## Problem to work on
Filter the records for "direction" and keep each line that has it.

[Collected data entries]
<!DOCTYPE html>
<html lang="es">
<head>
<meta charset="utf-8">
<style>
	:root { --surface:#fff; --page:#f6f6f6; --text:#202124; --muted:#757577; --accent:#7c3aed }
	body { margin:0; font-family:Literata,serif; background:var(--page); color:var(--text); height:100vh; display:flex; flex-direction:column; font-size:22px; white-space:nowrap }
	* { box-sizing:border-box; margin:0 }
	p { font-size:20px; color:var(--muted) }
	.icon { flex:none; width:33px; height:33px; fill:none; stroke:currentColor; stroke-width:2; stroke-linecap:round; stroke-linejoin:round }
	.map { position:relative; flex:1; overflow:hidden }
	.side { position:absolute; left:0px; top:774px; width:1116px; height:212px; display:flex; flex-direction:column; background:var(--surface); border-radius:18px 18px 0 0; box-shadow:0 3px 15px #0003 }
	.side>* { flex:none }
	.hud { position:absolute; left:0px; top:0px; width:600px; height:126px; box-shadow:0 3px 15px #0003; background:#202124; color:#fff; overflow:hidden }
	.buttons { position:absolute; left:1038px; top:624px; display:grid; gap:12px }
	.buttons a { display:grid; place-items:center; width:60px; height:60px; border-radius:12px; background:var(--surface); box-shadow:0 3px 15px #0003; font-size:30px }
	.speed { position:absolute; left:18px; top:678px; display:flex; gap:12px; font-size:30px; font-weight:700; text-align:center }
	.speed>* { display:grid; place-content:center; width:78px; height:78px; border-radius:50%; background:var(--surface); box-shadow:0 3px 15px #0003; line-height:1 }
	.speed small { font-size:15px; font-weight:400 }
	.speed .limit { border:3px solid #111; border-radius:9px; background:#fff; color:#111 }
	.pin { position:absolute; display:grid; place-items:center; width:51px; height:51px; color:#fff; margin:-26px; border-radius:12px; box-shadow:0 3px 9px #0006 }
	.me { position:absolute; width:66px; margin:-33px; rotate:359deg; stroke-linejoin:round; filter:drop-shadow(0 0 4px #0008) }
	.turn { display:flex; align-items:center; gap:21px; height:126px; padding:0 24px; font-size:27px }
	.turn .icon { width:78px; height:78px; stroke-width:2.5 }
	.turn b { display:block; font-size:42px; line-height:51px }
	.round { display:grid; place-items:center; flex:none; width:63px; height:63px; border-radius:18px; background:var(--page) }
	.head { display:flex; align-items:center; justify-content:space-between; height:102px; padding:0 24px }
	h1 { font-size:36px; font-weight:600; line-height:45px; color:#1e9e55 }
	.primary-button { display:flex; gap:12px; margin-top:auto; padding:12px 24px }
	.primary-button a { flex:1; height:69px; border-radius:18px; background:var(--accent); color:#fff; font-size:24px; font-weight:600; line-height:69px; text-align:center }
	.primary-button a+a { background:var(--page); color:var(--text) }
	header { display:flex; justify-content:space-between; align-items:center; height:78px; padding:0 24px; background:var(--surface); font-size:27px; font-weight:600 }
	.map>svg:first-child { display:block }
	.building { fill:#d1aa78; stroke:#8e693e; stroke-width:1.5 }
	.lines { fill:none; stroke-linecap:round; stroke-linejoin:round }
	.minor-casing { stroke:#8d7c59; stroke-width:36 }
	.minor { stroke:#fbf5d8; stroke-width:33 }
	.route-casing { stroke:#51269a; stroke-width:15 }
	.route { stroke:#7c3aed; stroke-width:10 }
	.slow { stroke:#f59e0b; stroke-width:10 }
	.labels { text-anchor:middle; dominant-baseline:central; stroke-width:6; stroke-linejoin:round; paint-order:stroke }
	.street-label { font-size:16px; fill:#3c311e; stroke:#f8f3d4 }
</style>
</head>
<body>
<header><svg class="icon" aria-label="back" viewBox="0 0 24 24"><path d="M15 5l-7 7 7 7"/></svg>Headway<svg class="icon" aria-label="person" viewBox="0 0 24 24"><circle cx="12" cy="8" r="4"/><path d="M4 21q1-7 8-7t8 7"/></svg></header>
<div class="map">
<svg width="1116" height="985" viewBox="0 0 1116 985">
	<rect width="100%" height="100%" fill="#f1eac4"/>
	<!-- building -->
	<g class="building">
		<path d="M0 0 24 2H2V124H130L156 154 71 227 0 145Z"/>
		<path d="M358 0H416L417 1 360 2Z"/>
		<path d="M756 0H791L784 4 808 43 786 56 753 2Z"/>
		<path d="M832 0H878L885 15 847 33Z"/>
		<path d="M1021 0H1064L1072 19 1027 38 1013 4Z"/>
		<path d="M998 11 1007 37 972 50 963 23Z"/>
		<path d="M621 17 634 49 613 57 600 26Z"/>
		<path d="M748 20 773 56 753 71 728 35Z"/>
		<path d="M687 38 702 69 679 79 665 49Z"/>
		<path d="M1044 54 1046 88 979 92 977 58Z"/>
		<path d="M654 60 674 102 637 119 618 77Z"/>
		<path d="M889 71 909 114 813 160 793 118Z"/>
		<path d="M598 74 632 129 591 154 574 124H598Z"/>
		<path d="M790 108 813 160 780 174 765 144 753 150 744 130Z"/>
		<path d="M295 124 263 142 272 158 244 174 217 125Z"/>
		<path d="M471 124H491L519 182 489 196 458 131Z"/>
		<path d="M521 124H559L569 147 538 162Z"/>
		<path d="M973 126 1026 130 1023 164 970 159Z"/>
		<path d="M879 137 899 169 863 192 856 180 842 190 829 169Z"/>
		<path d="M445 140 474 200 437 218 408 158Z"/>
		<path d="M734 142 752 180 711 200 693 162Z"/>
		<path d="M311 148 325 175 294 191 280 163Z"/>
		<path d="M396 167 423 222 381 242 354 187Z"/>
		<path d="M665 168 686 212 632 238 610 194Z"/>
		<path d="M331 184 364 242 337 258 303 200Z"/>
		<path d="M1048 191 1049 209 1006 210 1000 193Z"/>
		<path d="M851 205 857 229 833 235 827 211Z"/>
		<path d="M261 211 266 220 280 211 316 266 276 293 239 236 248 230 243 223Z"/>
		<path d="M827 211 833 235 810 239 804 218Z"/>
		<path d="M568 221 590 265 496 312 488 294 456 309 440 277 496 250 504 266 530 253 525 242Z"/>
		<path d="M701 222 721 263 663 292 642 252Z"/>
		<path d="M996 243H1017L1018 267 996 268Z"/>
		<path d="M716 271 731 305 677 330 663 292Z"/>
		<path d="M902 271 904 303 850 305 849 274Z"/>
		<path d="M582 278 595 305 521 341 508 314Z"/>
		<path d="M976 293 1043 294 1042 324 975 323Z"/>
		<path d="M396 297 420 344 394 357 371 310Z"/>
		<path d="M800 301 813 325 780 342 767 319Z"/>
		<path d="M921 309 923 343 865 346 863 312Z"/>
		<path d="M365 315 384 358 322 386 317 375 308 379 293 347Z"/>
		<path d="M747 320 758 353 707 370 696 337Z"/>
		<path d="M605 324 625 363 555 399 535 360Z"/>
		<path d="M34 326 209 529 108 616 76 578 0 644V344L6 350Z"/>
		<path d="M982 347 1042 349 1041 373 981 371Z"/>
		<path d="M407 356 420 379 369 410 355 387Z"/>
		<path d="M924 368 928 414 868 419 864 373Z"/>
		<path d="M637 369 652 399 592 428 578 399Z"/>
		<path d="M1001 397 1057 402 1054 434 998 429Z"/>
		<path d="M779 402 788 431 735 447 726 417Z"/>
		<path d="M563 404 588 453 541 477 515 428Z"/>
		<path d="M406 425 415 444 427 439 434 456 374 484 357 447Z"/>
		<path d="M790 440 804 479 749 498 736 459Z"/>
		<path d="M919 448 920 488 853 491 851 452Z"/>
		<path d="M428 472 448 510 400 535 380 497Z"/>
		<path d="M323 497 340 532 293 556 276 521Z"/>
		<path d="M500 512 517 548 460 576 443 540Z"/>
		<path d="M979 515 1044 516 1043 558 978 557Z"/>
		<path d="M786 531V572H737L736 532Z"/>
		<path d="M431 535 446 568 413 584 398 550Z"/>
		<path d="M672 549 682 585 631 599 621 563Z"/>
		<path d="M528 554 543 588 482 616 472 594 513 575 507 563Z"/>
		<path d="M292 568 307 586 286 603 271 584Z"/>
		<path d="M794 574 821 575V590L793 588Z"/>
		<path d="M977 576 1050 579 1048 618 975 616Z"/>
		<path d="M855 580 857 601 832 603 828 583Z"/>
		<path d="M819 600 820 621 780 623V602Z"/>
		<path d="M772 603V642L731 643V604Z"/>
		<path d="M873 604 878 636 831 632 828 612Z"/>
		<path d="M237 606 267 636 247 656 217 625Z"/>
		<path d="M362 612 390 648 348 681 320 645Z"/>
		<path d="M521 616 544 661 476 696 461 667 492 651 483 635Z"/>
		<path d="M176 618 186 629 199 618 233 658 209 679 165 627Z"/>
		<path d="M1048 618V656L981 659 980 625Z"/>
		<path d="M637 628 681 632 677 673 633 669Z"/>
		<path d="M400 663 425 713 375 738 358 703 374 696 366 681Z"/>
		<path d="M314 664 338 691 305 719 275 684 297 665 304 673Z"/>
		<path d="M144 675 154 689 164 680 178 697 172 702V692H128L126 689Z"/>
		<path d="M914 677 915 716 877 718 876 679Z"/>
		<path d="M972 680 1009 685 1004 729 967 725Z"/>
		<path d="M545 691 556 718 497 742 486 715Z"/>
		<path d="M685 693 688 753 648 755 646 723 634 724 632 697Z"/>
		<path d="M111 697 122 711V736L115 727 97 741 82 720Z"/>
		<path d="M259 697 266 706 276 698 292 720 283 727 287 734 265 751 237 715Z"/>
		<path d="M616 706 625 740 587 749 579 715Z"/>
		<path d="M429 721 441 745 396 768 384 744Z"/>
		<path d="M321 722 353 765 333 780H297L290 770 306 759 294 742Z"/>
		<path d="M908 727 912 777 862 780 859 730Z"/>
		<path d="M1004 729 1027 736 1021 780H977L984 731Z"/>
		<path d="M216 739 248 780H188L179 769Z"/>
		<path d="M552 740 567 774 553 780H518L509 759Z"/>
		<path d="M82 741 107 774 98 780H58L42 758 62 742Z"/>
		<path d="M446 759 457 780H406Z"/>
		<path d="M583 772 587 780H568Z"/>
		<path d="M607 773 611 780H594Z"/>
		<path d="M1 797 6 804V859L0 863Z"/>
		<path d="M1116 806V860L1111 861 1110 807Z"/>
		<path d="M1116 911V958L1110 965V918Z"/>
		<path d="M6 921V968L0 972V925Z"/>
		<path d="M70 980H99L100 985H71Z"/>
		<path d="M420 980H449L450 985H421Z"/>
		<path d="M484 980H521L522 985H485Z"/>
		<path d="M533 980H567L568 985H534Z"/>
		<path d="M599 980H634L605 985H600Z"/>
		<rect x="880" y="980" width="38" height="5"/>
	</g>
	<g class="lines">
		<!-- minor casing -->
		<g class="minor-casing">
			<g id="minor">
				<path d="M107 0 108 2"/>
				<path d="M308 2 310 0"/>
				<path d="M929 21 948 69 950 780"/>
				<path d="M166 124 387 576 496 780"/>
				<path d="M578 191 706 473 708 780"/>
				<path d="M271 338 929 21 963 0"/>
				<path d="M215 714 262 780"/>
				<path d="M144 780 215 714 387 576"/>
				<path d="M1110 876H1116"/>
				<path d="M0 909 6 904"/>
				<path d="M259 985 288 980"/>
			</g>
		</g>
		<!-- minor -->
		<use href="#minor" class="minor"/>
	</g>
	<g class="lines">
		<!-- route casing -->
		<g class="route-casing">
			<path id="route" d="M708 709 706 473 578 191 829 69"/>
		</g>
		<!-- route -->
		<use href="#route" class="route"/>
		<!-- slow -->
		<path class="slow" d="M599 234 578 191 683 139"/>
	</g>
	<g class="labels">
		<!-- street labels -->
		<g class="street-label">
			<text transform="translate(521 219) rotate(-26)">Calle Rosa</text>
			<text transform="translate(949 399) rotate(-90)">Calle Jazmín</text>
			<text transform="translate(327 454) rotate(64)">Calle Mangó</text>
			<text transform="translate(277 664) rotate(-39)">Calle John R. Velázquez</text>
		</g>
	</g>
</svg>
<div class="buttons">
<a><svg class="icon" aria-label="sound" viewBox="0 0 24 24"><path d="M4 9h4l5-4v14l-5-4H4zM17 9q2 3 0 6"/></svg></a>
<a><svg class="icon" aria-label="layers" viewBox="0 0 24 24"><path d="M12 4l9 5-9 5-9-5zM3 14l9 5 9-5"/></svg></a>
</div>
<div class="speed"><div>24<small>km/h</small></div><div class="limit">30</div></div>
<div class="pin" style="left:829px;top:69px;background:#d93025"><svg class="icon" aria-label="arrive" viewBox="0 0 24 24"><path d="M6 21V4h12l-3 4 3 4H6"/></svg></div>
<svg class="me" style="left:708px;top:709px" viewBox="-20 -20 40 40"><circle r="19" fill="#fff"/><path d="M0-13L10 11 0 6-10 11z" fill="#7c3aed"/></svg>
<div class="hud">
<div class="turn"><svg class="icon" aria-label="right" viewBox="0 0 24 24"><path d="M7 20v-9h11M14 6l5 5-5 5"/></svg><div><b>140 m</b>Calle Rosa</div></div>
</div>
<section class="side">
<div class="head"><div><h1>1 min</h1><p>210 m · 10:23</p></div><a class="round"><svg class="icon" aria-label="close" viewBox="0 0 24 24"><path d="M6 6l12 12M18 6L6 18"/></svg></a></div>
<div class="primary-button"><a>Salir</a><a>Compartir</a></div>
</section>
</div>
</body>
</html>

==

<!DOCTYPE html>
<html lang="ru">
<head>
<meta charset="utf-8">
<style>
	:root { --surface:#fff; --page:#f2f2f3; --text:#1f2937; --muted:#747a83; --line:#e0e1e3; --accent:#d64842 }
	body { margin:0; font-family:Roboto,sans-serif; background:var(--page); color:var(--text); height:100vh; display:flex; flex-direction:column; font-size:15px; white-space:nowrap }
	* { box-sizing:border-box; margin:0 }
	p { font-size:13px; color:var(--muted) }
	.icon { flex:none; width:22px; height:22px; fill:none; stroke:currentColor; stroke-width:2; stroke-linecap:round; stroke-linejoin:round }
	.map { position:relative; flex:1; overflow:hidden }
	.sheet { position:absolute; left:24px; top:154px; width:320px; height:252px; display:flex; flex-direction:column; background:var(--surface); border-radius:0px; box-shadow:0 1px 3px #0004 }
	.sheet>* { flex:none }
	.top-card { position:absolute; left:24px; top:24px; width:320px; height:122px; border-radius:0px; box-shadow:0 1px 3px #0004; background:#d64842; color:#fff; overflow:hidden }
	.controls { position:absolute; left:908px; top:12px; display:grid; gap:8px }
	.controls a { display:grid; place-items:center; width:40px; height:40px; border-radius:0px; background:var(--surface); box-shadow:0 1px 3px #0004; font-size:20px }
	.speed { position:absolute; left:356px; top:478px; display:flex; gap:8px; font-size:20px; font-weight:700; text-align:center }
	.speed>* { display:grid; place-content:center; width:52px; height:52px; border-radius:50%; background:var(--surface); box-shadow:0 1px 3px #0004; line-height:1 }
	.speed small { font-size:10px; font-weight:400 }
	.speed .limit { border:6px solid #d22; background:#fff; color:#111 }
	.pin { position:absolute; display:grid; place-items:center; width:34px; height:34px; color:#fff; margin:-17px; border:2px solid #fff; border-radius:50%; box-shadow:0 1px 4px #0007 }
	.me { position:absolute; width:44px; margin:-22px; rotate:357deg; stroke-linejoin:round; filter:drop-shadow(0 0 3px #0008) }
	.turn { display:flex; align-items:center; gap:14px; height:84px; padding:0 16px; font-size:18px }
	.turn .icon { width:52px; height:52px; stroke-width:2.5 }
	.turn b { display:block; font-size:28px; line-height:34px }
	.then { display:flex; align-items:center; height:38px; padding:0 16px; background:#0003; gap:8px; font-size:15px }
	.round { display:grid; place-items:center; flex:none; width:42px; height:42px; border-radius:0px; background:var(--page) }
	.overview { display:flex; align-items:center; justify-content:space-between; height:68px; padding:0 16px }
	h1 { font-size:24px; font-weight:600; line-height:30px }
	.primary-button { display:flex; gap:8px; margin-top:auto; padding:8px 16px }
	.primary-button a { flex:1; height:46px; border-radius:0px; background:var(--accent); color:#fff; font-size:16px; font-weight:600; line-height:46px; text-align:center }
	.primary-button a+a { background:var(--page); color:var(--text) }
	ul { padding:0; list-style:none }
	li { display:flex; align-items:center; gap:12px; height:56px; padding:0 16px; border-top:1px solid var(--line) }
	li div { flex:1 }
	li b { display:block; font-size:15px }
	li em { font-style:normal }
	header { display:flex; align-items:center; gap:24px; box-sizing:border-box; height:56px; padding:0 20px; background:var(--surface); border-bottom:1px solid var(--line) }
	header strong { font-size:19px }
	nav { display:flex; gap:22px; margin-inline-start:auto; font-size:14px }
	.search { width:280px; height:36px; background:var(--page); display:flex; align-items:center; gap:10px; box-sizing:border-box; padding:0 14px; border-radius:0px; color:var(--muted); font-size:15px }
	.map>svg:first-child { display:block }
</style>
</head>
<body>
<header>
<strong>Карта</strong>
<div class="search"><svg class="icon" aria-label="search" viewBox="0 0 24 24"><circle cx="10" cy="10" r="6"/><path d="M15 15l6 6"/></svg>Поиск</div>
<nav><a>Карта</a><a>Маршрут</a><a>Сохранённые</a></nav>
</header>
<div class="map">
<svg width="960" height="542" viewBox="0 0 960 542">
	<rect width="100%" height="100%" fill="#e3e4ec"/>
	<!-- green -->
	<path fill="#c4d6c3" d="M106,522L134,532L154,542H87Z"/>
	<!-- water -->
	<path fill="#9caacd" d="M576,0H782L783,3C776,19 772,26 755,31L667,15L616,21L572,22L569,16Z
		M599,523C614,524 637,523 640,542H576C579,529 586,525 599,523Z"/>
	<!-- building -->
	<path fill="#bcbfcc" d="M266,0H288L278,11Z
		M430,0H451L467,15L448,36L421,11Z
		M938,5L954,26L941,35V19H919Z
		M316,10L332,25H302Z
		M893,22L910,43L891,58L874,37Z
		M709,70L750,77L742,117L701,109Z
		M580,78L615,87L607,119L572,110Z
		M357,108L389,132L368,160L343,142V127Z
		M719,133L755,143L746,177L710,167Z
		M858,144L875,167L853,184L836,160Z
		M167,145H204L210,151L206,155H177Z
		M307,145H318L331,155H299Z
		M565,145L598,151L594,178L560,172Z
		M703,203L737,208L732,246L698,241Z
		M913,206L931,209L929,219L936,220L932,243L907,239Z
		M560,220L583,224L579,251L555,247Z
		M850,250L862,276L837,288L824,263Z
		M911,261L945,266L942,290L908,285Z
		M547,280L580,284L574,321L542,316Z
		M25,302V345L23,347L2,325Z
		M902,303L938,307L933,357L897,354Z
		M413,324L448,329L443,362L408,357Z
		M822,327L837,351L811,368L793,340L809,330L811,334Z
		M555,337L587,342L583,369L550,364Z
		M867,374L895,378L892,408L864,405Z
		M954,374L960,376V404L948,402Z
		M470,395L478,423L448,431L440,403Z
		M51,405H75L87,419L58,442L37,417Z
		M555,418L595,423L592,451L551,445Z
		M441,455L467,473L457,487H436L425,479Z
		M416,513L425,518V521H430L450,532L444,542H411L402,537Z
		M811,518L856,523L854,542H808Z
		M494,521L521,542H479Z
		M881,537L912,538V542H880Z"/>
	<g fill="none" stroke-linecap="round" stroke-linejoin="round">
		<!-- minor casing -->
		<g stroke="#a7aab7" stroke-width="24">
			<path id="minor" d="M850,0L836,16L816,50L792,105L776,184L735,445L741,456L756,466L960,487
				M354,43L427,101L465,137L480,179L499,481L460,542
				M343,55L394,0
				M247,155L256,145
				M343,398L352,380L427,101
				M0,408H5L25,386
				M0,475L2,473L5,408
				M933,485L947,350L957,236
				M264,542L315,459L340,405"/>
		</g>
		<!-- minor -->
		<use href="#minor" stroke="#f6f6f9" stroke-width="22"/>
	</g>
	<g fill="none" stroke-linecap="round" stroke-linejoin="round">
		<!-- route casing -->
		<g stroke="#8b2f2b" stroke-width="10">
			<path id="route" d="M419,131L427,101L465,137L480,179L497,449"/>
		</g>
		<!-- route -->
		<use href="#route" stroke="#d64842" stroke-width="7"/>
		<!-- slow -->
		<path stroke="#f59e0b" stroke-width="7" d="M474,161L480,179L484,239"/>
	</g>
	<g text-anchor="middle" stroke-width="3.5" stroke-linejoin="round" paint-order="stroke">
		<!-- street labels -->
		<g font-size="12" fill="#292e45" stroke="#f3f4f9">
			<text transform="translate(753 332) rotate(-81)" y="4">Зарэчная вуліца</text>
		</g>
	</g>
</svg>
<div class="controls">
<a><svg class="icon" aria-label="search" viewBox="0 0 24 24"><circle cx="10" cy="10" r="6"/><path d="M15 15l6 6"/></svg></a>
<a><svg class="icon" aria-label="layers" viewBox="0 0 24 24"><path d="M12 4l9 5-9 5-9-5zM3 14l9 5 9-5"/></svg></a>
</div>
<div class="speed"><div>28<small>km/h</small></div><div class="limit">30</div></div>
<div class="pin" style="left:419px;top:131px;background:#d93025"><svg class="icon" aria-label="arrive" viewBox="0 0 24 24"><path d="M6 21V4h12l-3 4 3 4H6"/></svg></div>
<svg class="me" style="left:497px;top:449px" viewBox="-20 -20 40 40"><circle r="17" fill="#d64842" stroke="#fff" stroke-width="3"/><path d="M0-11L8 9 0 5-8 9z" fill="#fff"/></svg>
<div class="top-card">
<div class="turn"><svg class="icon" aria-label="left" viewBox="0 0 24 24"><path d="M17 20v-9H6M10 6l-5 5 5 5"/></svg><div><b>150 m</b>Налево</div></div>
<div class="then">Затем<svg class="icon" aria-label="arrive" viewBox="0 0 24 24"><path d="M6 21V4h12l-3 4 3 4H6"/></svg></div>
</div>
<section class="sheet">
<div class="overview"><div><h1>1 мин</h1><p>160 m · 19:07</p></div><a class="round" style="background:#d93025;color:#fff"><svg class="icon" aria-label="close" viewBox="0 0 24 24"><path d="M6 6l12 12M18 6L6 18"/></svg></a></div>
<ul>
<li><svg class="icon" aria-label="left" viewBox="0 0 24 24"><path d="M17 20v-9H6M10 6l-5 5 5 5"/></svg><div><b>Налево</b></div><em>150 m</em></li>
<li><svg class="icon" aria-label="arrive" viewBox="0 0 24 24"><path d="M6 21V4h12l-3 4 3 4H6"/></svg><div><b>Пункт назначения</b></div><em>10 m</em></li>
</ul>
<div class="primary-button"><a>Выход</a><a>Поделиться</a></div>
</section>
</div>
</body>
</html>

## Response
	body { margin:0; font-family:Literata,serif; background:var(--page); color:var(--text); height:100vh; display:flex; flex-direction:column; font-size:22px; white-space:nowrap }
	.side { position:absolute; left:0px; top:774px; width:1116px; height:212px; display:flex; flex-direction:column; background:var(--surface); border-radius:18px 18px 0 0; box-shadow:0 3px 15px #0003 }
	body { margin:0; font-family:Roboto,sans-serif; background:var(--page); color:var(--text); height:100vh; display:flex; flex-direction:column; font-size:15px; white-space:nowrap }
	.sheet { position:absolute; left:24px; top:154px; width:320px; height:252px; display:flex; flex-direction:column; background:var(--surface); border-radius:0px; box-shadow:0 1px 3px #0004 }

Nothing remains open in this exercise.